What you should do: Nothing but an exact repeat of the data, with pictures removed, belongs in the answer.

[Collected data]
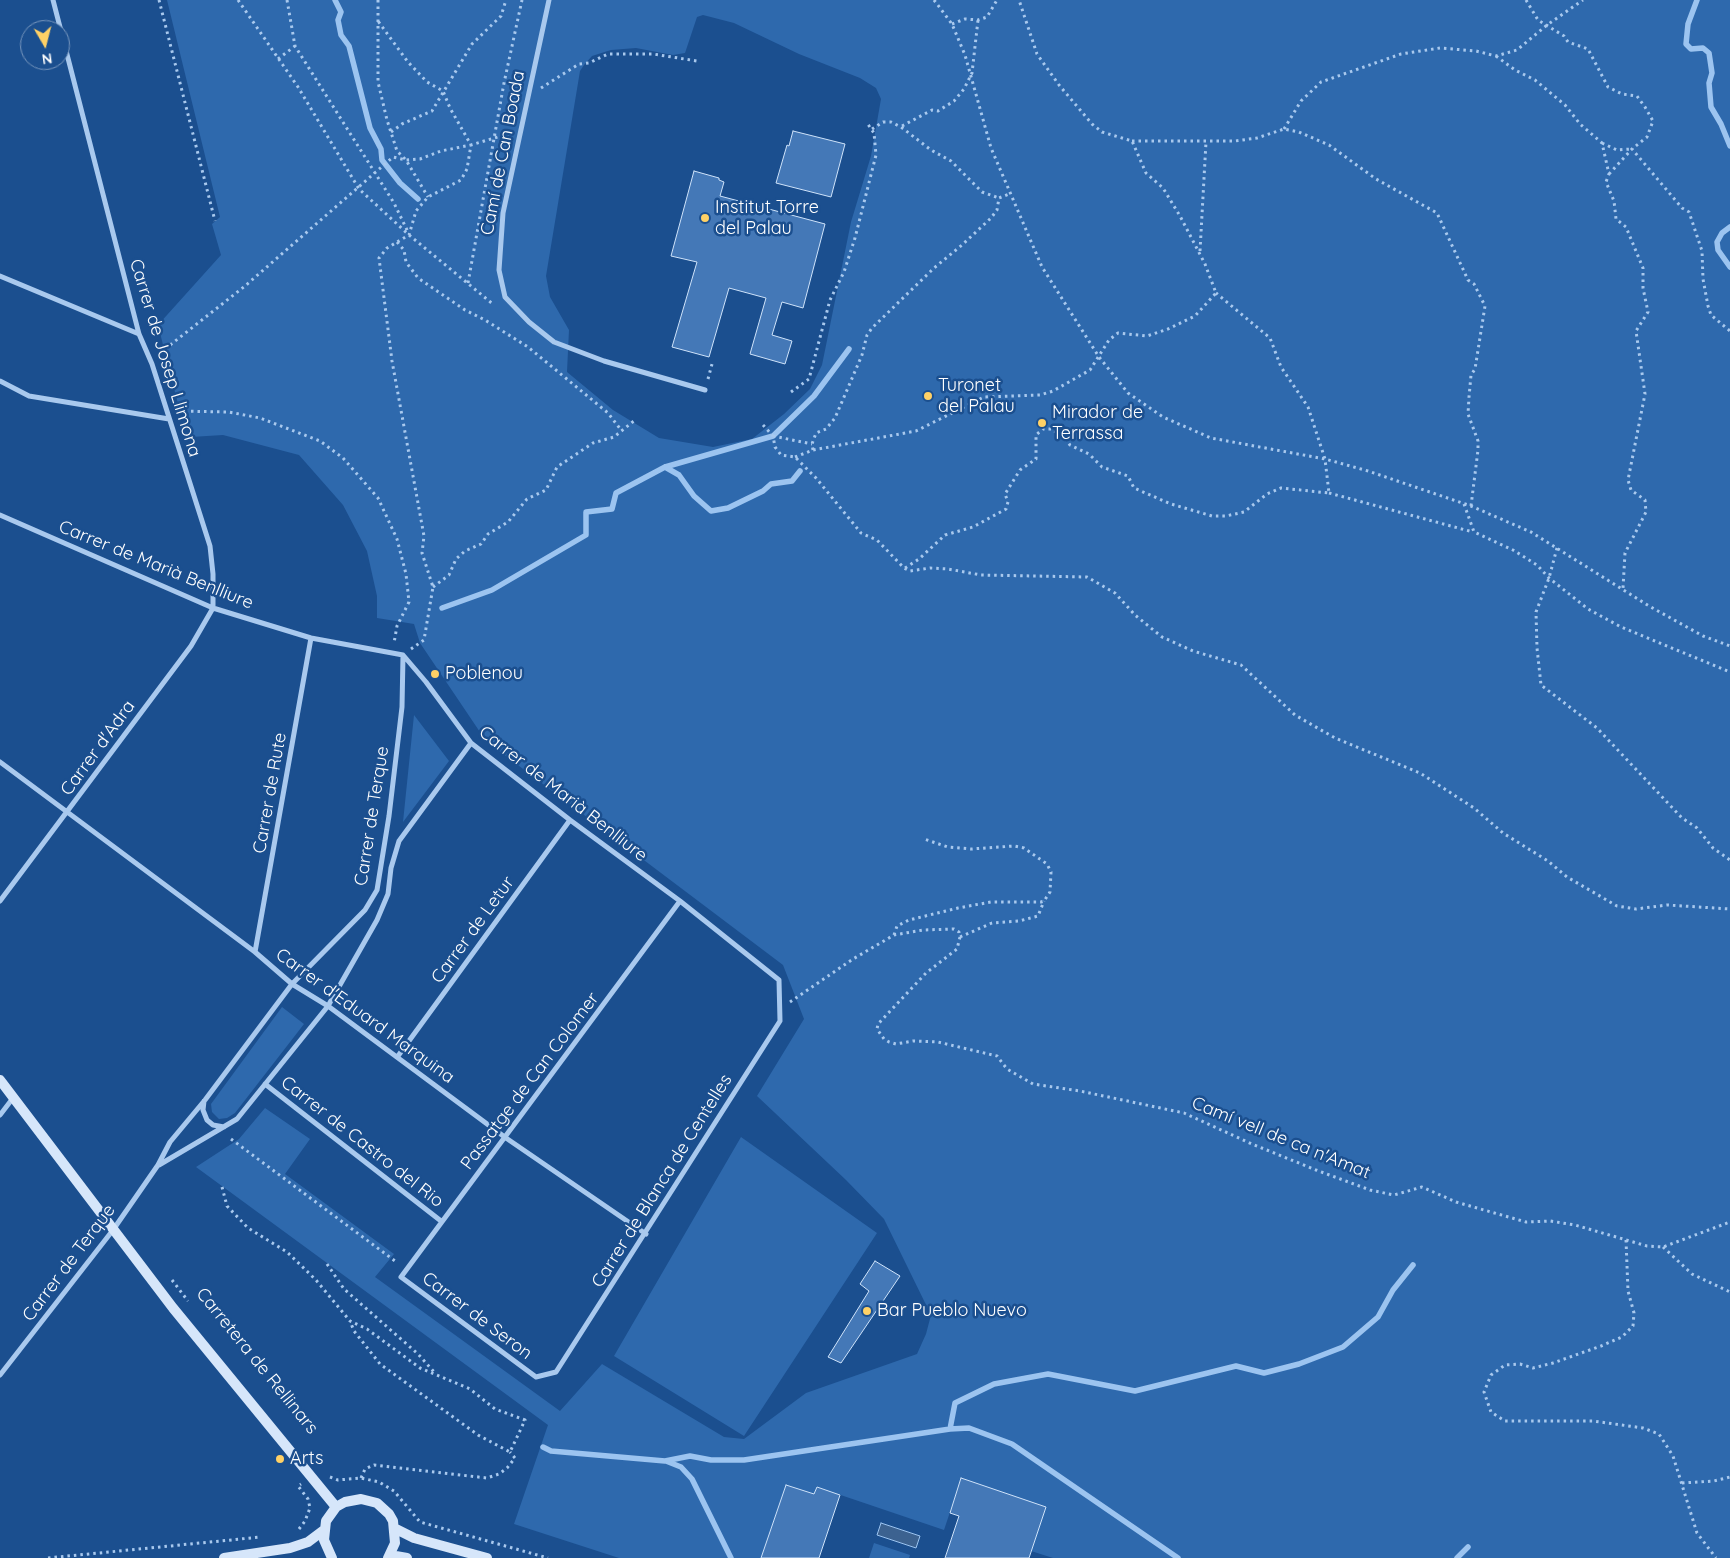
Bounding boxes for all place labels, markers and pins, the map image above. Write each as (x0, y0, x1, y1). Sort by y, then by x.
place label: Institut Torre del Palau (715, 197, 819, 240)
marker: Institut Torre del Palau (699, 212, 711, 224)
place label: Turonet del Palau (938, 375, 1015, 418)
marker: Turonet del Palau (922, 390, 934, 402)
place label: Mirador de Terrassa (1052, 402, 1143, 444)
marker: Mirador de Terrassa (1036, 417, 1048, 429)
place label: Poblenou (445, 663, 523, 685)
marker: Poblenou (429, 668, 441, 680)
place label: Bar Pueblo Nuevo (877, 1300, 1027, 1322)
marker: Bar Pueblo Nuevo (861, 1305, 873, 1317)
place label: Arts (290, 1448, 323, 1470)
marker: Arts (274, 1453, 286, 1465)

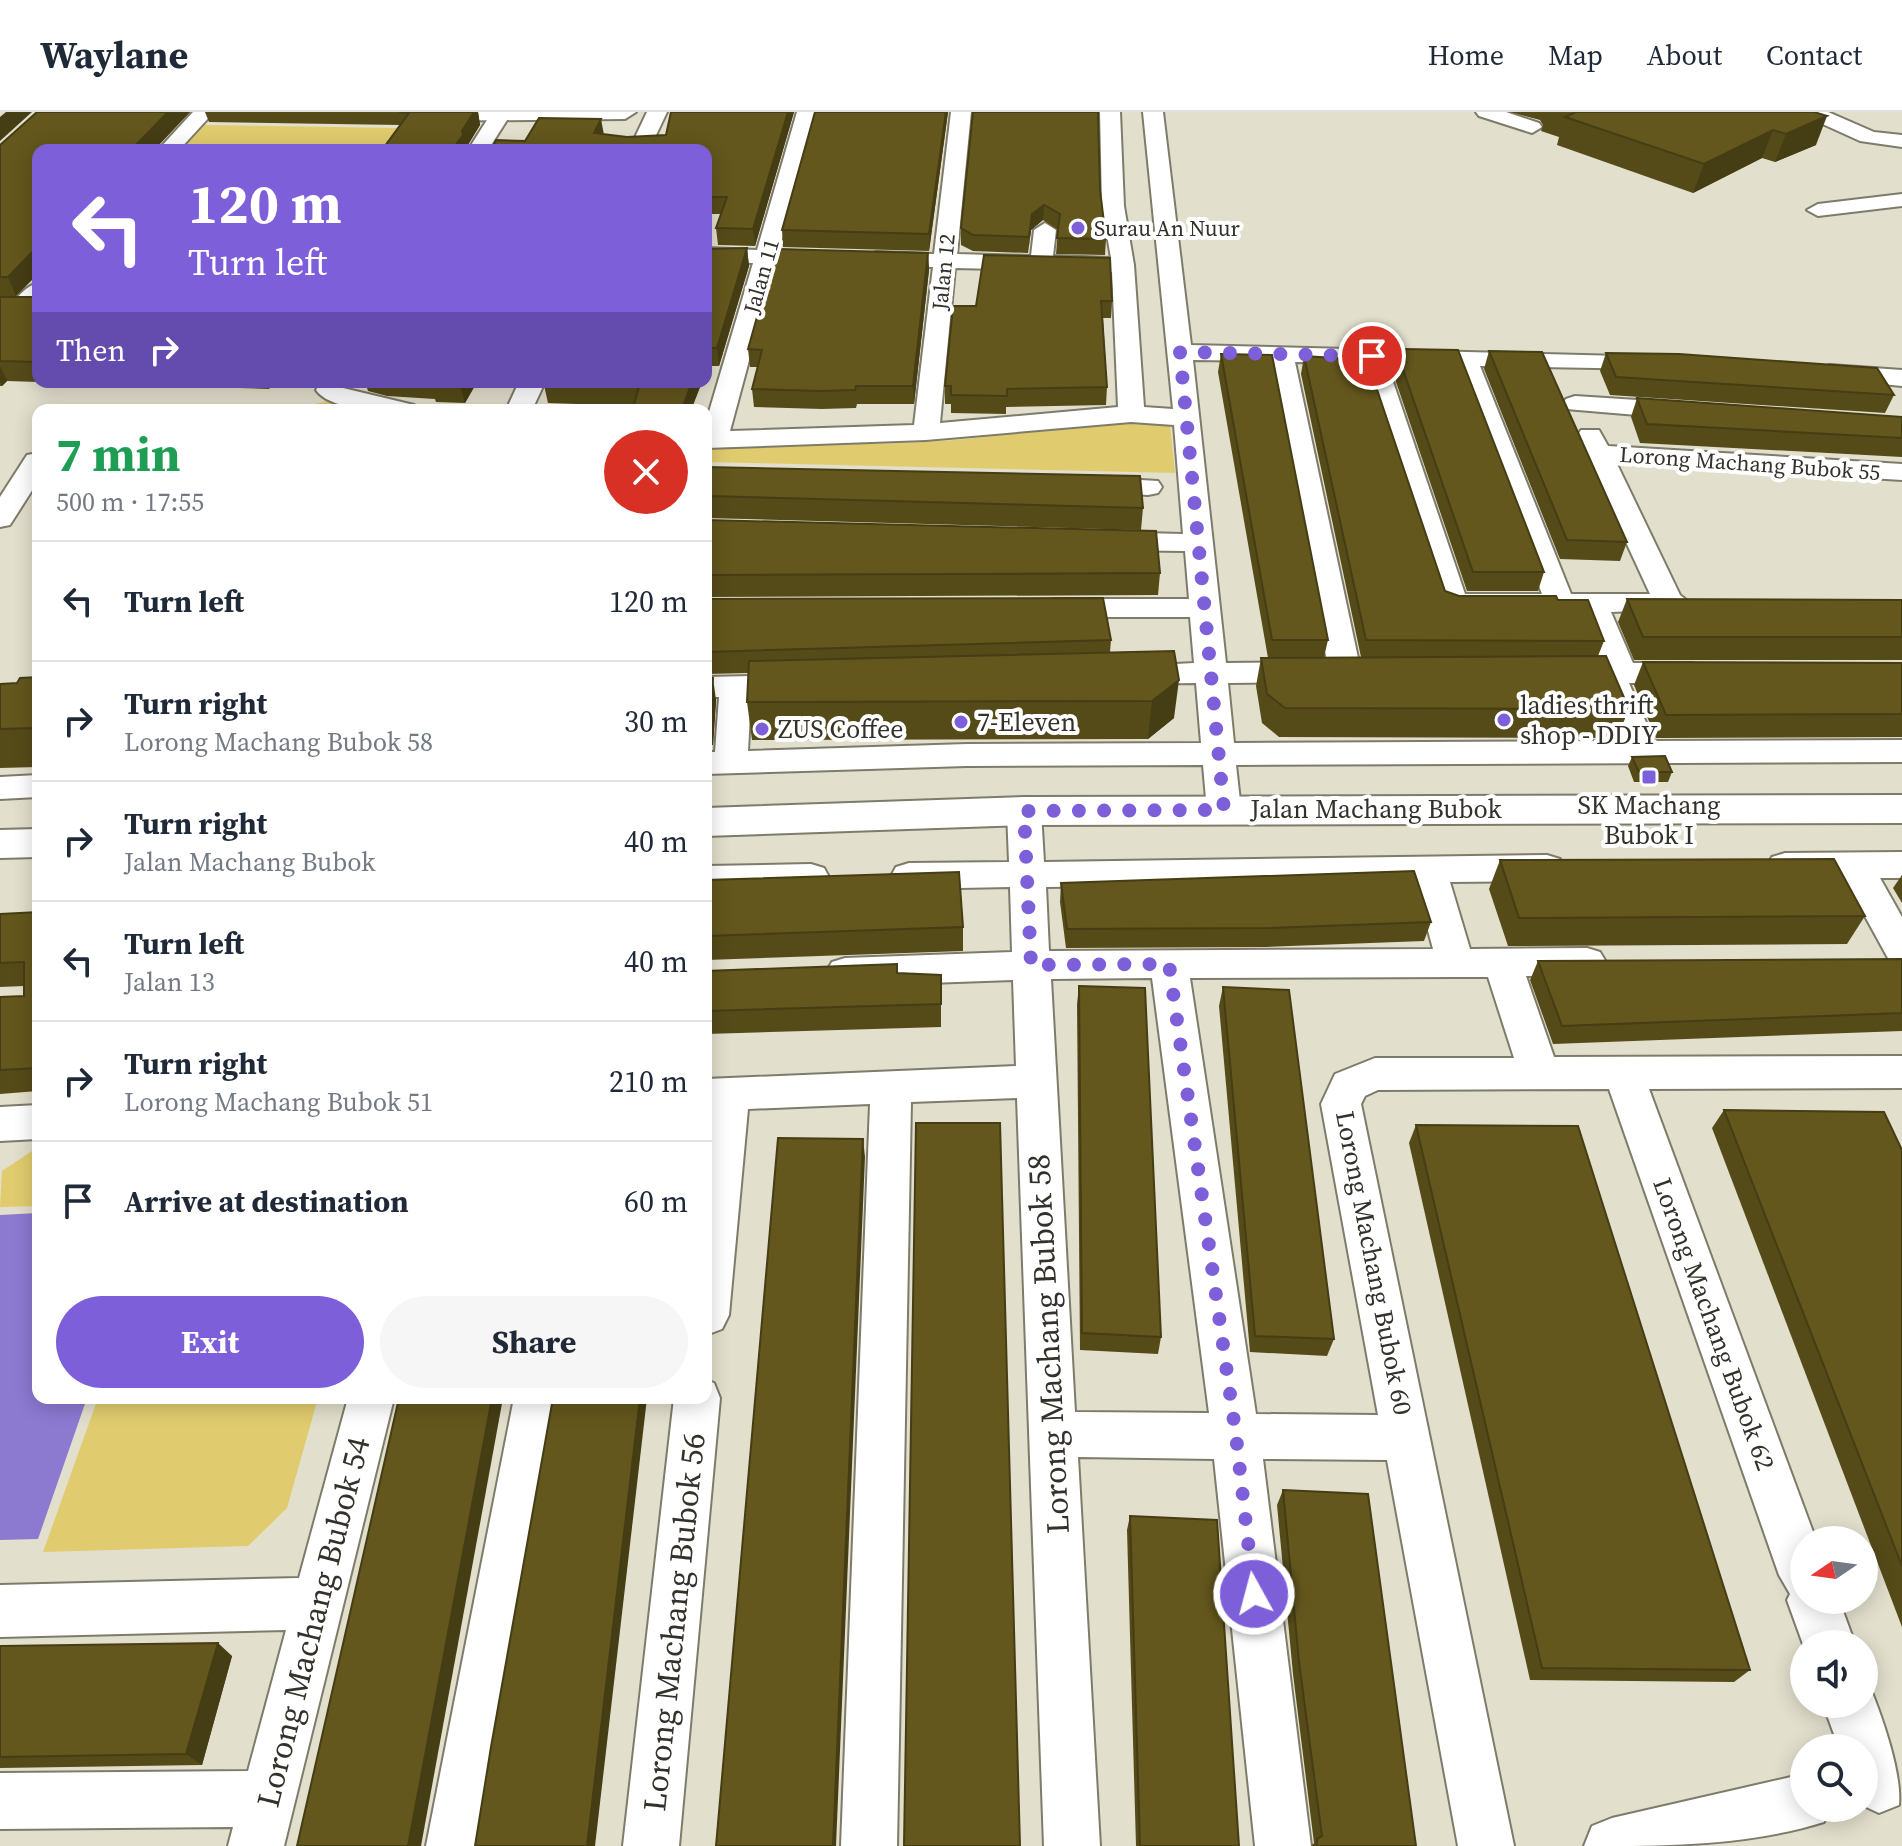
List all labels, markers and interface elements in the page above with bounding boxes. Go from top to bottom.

Exercise answer:
Bounding boxes for all place labels, markers and pins, the map image above. Write each as (x0, y0, x1, y1). Sort by y, then by x.
place label: Institut Torre del Palau (715, 197, 819, 240)
marker: Institut Torre del Palau (699, 212, 711, 224)
place label: Turonet del Palau (938, 375, 1015, 418)
marker: Turonet del Palau (922, 390, 934, 402)
place label: Mirador de Terrassa (1052, 402, 1143, 444)
marker: Mirador de Terrassa (1036, 417, 1048, 429)
place label: Poblenou (445, 663, 523, 685)
marker: Poblenou (429, 668, 441, 680)
place label: Bar Pueblo Nuevo (877, 1300, 1027, 1322)
marker: Bar Pueblo Nuevo (861, 1305, 873, 1317)
place label: Arts (290, 1448, 323, 1470)
marker: Arts (274, 1453, 286, 1465)

List all labels, markers and interface elements in the page above with bounding boxes. Go from top to bottom.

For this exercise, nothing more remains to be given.